As they came around a corner of a wider passageway, they were confronted by Iron Jack, fists on his hips, standing to block their way. To the sides behind him it looked like there was a converging intersection of several narrow alleyways. Kahlan had been wondering how long it would take him to make an appearance. He obviously had guessed where they were headed.
“I will escort you back to your guest quarters,” Iron Jack said in a threatening tone.
“We’re not going to any guest quarters,” Richard said. “We are going to see the queen. Either you can take us there, or we will go on our own.”
The burly man gripped his kinky red beard as he cocked his head to the side and peered at them with one eye. “That would require an audience.”

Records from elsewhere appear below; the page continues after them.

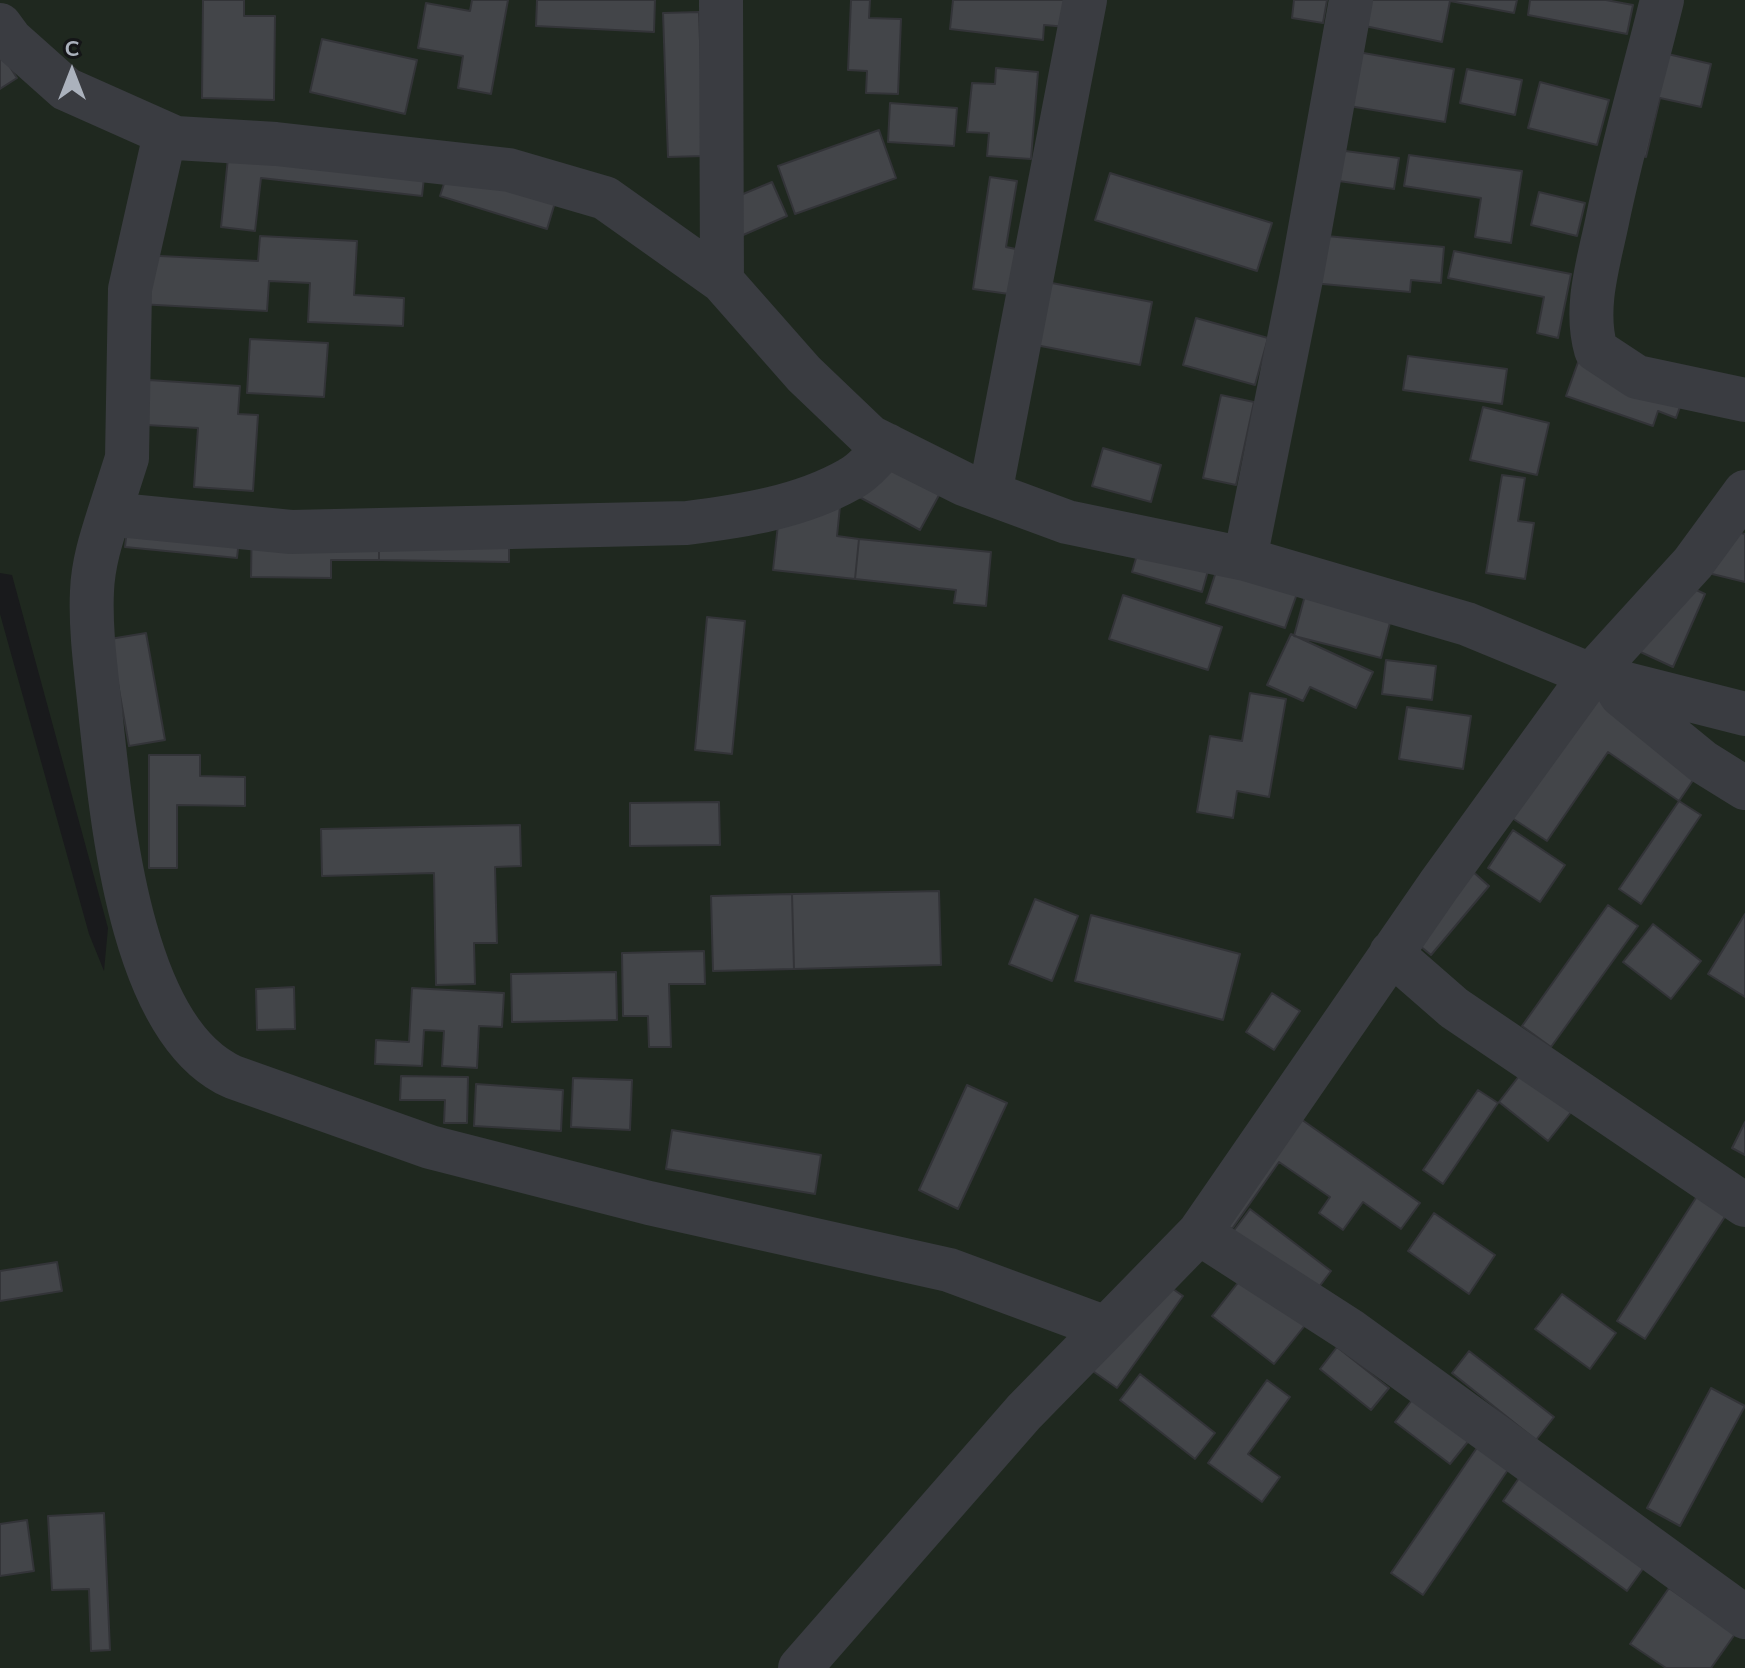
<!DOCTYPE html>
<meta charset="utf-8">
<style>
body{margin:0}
#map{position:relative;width:1745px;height:1668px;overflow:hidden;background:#191a1c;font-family:Mulish,sans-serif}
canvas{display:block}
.north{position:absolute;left:32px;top:32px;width:80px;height:80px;-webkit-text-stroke:6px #141517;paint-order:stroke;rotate:0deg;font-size:22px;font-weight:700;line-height:32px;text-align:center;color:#abb2bd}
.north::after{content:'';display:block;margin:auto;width:28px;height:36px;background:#abb2bd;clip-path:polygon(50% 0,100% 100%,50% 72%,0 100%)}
</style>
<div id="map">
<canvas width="1745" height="1668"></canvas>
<div class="north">С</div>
</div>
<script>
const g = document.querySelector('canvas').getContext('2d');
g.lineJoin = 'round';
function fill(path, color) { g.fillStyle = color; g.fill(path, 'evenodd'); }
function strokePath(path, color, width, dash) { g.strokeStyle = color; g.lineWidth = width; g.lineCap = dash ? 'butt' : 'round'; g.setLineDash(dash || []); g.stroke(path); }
const green = new Path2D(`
 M 0,0 L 1745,0 L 1745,1668 L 0,1668 L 0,614 L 89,934 L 104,971 L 108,928 L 12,575 L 0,573 Z`);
const building = new Path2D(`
 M 203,0 L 244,0 L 244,16 L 275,16 L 274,100 L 202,98 Z
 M 472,0 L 508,0 L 491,94 L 458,88 L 463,56 L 418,48 L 426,3 L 470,11 Z
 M 537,0 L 655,0 L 654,32 L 536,26 Z
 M 851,0 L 870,0 L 869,18 L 901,19 L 898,94 L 866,93 L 867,71 L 848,70 Z
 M 953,0 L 1070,0 L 1067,27 L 1044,25 L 1043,40 L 950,29 Z
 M 1294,0 L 1327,0 L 1323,23 L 1292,18 Z
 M 1365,0 L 1517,0 L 1514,13 L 1450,1 L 1442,42 L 1360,25 Z
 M 1530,0 L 1606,0 L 1633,5 L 1627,34 L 1528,15 Z
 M 699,12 L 704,156 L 668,157 L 663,13 Z
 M 322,39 L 417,60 L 405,114 L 310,92 Z
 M 1646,49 L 1711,64 L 1701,107 L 1660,98 L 1646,157 L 1622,151 Z
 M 0,51 L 17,78 L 0,89 Z
 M 1358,52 L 1454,69 L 1445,122 L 1349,106 Z
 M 996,68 L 1038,72 L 1031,159 L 987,156 L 989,133 L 967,132 L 972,83 L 995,84 Z
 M 1467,69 L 1522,80 L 1515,115 L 1460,103 Z
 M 1540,82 L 1609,100 L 1597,145 L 1528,128 Z
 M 890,103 L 957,108 L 954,146 L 888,142 Z
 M 231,128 L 427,150 L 422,196 L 261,178 L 255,231 L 221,227 Z
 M 879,130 L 896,178 L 795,214 L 778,166 Z
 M 1330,149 L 1399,158 L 1394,189 L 1325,179 Z
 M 454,153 L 560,186 L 547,229 L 440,196 Z
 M 1409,155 L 1522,171 L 1511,243 L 1475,237 L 1481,198 L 1404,186 Z
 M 1110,173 L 1272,223 L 1257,271 L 1095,220 Z
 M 990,177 L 1017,181 L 1006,247 L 1016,249 L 1009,294 L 973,289 Z
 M 772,182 L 787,216 L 734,239 L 719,204 Z
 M 1539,192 L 1585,203 L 1577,236 L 1531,225 Z
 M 1316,235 L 1444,247 L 1441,283 L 1411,280 L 1410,292 L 1312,283 Z
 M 260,236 L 357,241 L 354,295 L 404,298 L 403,326 L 308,322 L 310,283 L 269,281 L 267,311 L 138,304 L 141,255 L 258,261 Z
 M 1454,251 L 1571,274 L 1558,338 L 1537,333 L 1544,297 L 1448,278 Z
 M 1036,280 L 1152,302 L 1140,365 L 1025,343 Z
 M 1196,318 L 1268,338 L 1255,385 L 1183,365 Z
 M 250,339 L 328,343 L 324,397 L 247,393 Z
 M 1582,351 L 1687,387 L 1676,418 L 1658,411 L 1653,426 L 1566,396 Z
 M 1408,356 L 1507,369 L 1502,404 L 1403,390 Z
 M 149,380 L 240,386 L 238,414 L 258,415 L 253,491 L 194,487 L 198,428 L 146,425 Z
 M 1221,395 L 1254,402 L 1236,485 L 1203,478 Z
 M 1483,407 L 1549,423 L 1537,475 L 1470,460 Z
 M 877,448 L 944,486 L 920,530 L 852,493 Z
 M 1103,448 L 1161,465 L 1151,502 L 1092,486 Z
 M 1502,475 L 1525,478 L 1518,521 L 1534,523 L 1525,579 L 1486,573 Z
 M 843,477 L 837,536 L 859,539 L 855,579 L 773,570 L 782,488 Z
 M 130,500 L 242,512 L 237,558 L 125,547 Z
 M 252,513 L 379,514 L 379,560 L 331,560 L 331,578 L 251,577 Z
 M 379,514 L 509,516 L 509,562 L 379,560 Z
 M 1719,527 L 1745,534 L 1745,582 L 1708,573 Z
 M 859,539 L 991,552 L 986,606 L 954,603 L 956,590 L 855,579 Z
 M 1141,541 L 1211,560 L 1202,592 L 1132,572 Z
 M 1220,559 L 1300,585 L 1285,628 L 1206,603 Z
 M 1666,576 L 1705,594 L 1673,667 L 1634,649 Z
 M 1307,588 L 1393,611 L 1381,658 L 1294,636 Z
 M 1123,595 L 1222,627 L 1208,670 L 1109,639 Z
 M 707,617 L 745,621 L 732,754 L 695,750 Z
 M 146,633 L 165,740 L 129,746 L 110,639 Z
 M 1291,634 L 1373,672 L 1356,708 L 1310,687 L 1303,701 L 1267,685 Z
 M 1386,660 L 1436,666 L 1432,700 L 1382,694 Z
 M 1597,692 L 1704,764 L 1679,801 L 1608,752 L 1547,841 L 1512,818 Z
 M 1250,693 L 1286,699 L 1269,797 L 1237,791 L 1233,818 L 1197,812 L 1210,736 L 1242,741 Z
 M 1407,707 L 1471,716 L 1463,769 L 1399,759 Z
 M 149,755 L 200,755 L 200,776 L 245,777 L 245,806 L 177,805 L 177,868 L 149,868 Z
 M 1679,801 L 1701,815 L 1641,904 L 1619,889 Z
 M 719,802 L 720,845 L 630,846 L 630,803 Z
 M 520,825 L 521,866 L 495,867 L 497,943 L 474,943 L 475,984 L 436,985 L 434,873 L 322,876 L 321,829 Z
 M 1513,830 L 1565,865 L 1540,902 L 1488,868 Z
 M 1462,862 L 1489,886 L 1431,955 L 1403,932 Z
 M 939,891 L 941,965 L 794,969 L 792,894 Z
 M 792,894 L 794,969 L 713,971 L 711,896 Z
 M 1035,899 L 1078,916 L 1052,981 L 1009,964 Z
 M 1608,905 L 1638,926 L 1551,1047 L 1522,1026 Z
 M 1745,914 L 1745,997 L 1708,974 Z
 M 1091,915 L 1240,954 L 1223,1020 L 1075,981 Z
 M 1653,924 L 1701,961 L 1671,999 L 1623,962 Z
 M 704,951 L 705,984 L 669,984 L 671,1047 L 649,1047 L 648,1016 L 623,1016 L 622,953 Z
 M 616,972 L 617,1020 L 512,1022 L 511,974 Z
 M 294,987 L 295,1029 L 257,1030 L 256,989 Z
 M 412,988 L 504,993 L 502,1027 L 479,1026 L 477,1068 L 442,1066 L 444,1031 L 424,1030 L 422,1066 L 375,1064 L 376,1040 L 409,1042 Z
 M 1272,993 L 1300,1011 L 1274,1050 L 1246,1032 Z
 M 1526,1067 L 1576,1106 L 1548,1141 L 1499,1102 Z
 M 401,1076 L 468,1077 L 467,1123 L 444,1123 L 445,1100 L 400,1100 Z
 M 573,1078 L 632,1080 L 630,1130 L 571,1127 Z
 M 476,1084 L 563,1090 L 561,1131 L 474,1126 Z
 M 967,1085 L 1007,1103 L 958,1209 L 919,1190 Z
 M 1478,1090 L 1498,1103 L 1443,1184 L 1423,1170 Z
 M 1281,1105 L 1420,1203 L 1401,1229 L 1363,1202 L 1343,1230 L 1319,1213 L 1330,1197 L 1279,1162 L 1232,1229 L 1206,1211 Z
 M 1745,1122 L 1745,1155 L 1732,1148 Z
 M 672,1130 L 821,1155 L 815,1194 L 666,1169 Z
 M 1701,1190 L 1730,1209 L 1645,1339 L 1617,1321 Z
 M 1250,1209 L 1331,1271 L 1313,1295 L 1232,1233 Z
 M 1434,1213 L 1495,1255 L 1469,1294 L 1408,1251 Z
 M 57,1262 L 62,1291 L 0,1301 L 0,1271 Z
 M 1153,1275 L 1183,1296 L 1117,1388 L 1087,1367 Z
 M 1244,1275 L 1306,1324 L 1274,1364 L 1212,1316 Z
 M 1562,1294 L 1616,1333 L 1590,1369 L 1535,1329 Z
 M 1337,1347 L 1389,1388 L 1371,1410 L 1320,1369 Z
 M 1469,1351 L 1554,1417 L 1536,1440 L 1452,1373 Z
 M 1140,1374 L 1215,1433 L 1195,1459 L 1120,1400 Z
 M 1267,1380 L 1290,1397 L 1248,1454 L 1280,1477 L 1262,1502 L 1208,1463 Z
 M 1711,1388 L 1745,1406 L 1680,1526 L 1647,1508 Z
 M 1419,1391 L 1475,1433 L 1450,1464 L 1395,1422 Z
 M 1485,1436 L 1516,1458 L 1423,1595 L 1391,1573 Z
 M 1526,1468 L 1650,1559 L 1627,1591 L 1503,1501 Z
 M 104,1513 L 110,1650 L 91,1651 L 89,1589 L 52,1590 L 48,1516 Z
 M 27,1520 L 34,1571 L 0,1576 L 0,1524 Z
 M 1669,1588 L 1735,1634 L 1711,1668 L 1666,1668 L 1630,1644 Z`);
const minor = new Path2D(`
 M 721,0 L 722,281
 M 1662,0 C 1644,74 1622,148 1607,222 C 1598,265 1584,308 1596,350 L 1637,377 L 1745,400
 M 0,25 L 11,40 L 66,89 L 176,138 L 276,144 L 509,170 L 605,198 L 722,281 L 804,374 L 870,437 L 964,484 L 1067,522 L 1245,559 L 1467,624 L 1591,675 L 1745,714
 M 165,134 L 130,289 L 127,458 L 109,514 L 291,532 L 687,523 C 742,516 801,507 850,479 C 864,472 876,456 887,445
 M 990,494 L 1085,0
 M 109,514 C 101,539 93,564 92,591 C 90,633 97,677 101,719 C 112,819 130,1031 233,1077 L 430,1147 L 649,1203 L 949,1270 L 1106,1328
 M 1245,559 L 1301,279 L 1351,0
 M 1614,683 L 1621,695 L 1703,762 L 1745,788
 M 1391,953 L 1454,1008 L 1745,1205
 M 1199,1233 L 1351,1331 L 1745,1617
 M 800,1668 L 1024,1412 L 1199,1233 L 1439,885 L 1591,675 L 1693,563 L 1745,492`);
fill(green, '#1f281f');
fill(building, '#434549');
strokePath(building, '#333438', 2);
strokePath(minor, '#3a3c41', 44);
</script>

“That’s not a problem,” Richard said. “I am the Lord Rahl, leader of the D’Haran Empire, and I intend to grant your queen an immediate audience.”
“That’s not what I mean,” the man growled.
“No, but it’s what I mean.”
“I’m the gifted man who rendered your sword useless,” he reminded Richard. “You would make a very big mistake if you think to defy me.”
Richard didn’t look to be moved by the threat. “You can take us to this queen, or you can stand aside and we will go see her ourselves.”
Iron Jack’s sly smile grew wider as his eyes narrowed. “I’m afraid that I can’t allow that. If you try, I will put you down.”
Richard marched ahead. As he did, he rammed the heel of a hand against the man’s big chest, slamming him back up against the wall of a building with enough force to make his teeth bang together.
“Good luck with that,” Richard said on his way past.
Kahlan hurried to catch up and then followed close on Richard’s heels. Vika and the rest of the Mord-Sith, each with an Agiel in a fist, also rushed to keep up, adding their glares at Iron Jack on their way past.
Kahlan was glad to see that Iron Jack didn’t follow them. She hoped he had gotten the point and wouldn’t challenge them again.
Shale leaned closer to Kahlan and spoke in a low voice. “That man worries me.”
“Why?”
“Because while I can’t determine how gifted he is, I don’t think I have the power to stop him if he comes for us.”
Kahlan didn’t look at the sorceress as she hurried along. “Richard does.”